Across all the records, filter for lines with the word "roads" and copy them.

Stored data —
········
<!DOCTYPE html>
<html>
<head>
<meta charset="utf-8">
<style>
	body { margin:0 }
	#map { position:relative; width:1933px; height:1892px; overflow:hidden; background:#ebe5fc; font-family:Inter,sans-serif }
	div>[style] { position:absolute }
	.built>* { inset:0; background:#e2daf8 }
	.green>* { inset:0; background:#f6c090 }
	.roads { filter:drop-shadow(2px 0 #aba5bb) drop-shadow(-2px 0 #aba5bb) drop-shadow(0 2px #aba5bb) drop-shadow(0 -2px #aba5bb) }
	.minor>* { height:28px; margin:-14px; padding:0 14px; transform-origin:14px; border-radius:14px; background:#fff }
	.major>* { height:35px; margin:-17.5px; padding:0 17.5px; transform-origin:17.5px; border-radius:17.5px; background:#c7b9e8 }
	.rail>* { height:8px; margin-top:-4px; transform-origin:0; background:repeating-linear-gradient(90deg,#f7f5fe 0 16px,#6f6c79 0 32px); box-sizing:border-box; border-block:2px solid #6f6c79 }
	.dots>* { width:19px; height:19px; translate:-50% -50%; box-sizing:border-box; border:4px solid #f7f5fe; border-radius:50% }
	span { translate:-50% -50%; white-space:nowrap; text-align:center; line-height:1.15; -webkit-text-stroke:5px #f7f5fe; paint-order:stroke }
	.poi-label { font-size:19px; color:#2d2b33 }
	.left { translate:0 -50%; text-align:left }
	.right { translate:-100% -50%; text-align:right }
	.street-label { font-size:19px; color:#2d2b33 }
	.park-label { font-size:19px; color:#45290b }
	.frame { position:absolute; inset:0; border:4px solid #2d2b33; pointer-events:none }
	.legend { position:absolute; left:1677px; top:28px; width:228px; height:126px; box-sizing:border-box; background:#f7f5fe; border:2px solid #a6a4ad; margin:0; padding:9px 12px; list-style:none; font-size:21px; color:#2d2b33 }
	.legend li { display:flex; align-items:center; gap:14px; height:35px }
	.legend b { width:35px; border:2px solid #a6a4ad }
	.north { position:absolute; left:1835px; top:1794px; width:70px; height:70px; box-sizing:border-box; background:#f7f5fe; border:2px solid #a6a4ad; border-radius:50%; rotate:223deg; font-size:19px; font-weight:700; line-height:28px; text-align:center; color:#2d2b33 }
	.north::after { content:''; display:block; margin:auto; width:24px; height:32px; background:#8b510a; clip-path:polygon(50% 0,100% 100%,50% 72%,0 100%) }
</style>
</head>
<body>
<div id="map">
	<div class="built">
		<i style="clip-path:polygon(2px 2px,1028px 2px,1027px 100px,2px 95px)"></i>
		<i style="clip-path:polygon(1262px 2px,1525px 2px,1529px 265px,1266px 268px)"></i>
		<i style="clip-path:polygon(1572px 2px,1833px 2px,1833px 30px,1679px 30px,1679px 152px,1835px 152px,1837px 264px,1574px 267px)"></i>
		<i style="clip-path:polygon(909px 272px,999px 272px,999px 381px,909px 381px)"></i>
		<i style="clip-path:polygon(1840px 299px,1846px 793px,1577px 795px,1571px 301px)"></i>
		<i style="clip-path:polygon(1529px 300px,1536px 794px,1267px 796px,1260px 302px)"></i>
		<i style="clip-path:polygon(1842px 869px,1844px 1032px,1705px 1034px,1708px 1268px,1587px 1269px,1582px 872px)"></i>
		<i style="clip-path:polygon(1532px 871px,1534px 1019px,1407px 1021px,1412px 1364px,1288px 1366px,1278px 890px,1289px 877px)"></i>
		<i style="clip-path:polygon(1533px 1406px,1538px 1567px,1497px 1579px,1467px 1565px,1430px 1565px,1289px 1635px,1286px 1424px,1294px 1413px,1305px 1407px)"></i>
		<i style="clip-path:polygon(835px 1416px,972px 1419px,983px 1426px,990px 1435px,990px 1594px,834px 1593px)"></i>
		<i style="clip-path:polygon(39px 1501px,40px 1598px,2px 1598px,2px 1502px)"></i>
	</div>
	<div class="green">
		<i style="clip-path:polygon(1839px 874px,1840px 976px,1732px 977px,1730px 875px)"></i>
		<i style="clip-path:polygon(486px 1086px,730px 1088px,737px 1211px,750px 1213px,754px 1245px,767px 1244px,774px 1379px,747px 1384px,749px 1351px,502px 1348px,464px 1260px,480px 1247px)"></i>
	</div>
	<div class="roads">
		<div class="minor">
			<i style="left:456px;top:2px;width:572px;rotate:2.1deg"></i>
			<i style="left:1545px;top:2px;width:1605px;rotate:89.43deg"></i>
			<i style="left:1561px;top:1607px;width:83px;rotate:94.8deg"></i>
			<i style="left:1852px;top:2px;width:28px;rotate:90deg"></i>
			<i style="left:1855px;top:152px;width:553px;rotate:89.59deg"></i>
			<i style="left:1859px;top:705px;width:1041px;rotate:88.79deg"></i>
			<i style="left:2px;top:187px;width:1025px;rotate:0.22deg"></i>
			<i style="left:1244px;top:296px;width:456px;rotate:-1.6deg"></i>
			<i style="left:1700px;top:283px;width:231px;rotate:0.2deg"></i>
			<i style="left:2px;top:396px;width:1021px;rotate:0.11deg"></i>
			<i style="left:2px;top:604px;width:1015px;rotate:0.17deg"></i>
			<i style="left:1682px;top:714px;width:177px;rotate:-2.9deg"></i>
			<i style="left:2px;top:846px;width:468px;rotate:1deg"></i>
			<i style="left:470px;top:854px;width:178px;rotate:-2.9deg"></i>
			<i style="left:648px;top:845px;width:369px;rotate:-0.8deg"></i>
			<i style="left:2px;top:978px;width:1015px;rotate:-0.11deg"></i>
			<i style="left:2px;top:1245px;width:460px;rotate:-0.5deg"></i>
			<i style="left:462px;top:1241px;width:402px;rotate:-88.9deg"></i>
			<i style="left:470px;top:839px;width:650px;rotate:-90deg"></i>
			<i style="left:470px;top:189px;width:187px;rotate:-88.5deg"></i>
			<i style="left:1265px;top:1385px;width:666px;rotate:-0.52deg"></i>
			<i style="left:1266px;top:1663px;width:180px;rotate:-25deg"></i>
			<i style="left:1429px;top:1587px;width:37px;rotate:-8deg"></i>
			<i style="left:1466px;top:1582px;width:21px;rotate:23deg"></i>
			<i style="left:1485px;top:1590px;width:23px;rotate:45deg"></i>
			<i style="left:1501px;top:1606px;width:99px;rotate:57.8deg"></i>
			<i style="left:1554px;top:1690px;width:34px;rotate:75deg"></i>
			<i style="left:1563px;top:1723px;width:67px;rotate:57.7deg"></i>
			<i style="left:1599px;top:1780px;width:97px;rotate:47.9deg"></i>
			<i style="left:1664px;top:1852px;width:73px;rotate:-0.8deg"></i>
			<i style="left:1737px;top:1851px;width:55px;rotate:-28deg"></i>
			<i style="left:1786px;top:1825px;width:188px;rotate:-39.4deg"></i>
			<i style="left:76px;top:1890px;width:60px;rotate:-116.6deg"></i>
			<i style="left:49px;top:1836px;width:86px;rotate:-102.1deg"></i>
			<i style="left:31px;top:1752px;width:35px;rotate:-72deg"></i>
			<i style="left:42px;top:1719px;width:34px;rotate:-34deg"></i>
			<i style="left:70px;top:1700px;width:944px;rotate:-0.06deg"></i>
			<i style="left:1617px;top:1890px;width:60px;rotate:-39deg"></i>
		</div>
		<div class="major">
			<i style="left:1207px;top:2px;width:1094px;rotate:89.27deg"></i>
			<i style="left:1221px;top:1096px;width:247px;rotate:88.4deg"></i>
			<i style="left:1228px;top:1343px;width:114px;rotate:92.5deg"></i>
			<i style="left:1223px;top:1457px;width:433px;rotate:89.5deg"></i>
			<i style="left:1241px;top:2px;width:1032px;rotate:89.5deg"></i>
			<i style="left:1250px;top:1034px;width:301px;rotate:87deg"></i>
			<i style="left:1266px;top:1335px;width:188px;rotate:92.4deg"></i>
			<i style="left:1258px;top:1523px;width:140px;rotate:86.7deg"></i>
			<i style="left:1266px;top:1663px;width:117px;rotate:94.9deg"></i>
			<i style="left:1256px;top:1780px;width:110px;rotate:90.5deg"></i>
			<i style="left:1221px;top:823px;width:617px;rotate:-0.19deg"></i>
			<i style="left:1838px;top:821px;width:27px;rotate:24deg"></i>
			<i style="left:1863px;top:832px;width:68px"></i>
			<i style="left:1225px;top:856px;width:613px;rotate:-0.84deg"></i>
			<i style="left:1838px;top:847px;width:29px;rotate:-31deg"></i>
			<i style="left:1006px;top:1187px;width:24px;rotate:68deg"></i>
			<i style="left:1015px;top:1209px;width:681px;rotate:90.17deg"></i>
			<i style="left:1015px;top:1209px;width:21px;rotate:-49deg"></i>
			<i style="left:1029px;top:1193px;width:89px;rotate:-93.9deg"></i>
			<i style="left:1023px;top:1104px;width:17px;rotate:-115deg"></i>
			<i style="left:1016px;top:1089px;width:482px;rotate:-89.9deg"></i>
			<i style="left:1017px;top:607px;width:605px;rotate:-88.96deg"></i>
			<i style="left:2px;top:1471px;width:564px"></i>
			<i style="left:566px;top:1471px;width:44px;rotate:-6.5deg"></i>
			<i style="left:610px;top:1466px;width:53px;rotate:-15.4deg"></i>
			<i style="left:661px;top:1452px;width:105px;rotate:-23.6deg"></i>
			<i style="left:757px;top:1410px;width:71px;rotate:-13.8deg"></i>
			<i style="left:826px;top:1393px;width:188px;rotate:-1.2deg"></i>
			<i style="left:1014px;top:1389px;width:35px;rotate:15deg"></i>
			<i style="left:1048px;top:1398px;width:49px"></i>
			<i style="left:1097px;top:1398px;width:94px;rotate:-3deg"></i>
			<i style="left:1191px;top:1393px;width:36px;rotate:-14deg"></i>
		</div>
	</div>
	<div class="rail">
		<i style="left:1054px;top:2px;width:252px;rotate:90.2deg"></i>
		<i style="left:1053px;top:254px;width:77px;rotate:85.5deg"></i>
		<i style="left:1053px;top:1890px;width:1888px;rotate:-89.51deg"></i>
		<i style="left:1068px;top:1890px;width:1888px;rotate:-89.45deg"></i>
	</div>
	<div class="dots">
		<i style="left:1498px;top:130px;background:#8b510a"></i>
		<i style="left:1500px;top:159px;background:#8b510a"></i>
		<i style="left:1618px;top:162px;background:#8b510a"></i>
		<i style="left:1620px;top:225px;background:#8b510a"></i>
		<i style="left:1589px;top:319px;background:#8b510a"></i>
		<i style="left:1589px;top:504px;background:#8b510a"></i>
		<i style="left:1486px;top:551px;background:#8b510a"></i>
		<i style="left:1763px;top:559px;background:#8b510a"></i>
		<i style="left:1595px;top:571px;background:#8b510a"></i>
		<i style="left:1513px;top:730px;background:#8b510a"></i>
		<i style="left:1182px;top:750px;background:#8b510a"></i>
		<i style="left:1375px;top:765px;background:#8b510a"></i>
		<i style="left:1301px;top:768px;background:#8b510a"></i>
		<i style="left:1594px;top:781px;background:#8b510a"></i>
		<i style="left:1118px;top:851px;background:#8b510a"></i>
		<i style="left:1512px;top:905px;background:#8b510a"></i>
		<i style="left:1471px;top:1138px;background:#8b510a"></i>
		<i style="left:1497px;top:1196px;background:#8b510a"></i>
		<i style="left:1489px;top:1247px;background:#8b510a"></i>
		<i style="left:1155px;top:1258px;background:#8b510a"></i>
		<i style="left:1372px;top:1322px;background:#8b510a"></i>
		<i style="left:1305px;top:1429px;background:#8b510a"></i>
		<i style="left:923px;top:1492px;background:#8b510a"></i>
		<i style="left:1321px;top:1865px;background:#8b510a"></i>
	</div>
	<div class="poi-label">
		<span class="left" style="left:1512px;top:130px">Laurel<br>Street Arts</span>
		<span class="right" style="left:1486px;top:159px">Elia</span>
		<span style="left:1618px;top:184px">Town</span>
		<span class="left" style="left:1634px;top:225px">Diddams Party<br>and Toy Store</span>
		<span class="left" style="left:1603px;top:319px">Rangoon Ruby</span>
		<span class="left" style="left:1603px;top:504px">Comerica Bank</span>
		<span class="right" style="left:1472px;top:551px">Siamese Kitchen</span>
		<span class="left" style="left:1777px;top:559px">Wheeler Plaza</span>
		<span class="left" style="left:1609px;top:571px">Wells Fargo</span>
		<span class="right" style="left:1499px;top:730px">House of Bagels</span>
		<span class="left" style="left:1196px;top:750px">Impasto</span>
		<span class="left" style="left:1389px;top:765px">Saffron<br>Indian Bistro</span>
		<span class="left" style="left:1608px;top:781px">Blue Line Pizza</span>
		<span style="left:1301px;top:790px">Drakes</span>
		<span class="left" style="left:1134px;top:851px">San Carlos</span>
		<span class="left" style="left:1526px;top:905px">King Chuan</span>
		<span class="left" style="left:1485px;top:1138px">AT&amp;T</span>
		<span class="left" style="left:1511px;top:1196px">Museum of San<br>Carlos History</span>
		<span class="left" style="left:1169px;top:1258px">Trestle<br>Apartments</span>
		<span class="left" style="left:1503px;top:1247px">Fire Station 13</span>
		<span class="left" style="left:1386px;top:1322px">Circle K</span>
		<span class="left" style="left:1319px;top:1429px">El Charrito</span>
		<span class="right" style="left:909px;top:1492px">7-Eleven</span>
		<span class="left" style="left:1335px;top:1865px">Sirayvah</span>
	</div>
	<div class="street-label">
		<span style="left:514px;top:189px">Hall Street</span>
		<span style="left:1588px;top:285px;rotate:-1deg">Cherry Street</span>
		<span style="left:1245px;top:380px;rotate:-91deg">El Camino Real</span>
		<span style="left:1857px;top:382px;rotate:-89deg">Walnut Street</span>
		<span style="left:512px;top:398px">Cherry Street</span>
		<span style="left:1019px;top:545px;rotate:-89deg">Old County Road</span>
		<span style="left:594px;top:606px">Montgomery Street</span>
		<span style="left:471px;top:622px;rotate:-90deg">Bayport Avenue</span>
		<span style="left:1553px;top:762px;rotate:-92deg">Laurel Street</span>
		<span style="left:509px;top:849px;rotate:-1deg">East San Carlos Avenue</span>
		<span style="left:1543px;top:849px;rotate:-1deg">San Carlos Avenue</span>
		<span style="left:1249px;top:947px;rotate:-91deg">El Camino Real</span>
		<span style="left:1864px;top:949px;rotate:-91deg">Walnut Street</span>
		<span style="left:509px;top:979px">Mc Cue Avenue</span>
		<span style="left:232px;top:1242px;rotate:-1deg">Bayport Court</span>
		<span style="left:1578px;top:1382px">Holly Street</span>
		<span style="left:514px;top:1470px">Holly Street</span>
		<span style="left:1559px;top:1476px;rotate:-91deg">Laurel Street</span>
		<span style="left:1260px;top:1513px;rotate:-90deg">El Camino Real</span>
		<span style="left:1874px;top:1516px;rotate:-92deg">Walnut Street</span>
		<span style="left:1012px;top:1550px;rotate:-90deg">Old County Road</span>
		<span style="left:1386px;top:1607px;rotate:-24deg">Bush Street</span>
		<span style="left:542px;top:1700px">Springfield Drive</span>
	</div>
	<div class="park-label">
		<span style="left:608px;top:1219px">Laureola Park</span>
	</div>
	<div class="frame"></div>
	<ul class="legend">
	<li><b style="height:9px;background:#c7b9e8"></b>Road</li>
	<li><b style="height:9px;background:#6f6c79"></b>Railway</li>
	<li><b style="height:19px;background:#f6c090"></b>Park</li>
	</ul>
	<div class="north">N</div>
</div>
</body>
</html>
········
THE COMPLETED TASK —
	.roads { filter:drop-shadow(2px 0 #aba5bb) drop-shadow(-2px 0 #aba5bb) drop-shadow(0 2px #aba5bb) drop-shadow(0 -2px #aba5bb) }
	<div class="roads">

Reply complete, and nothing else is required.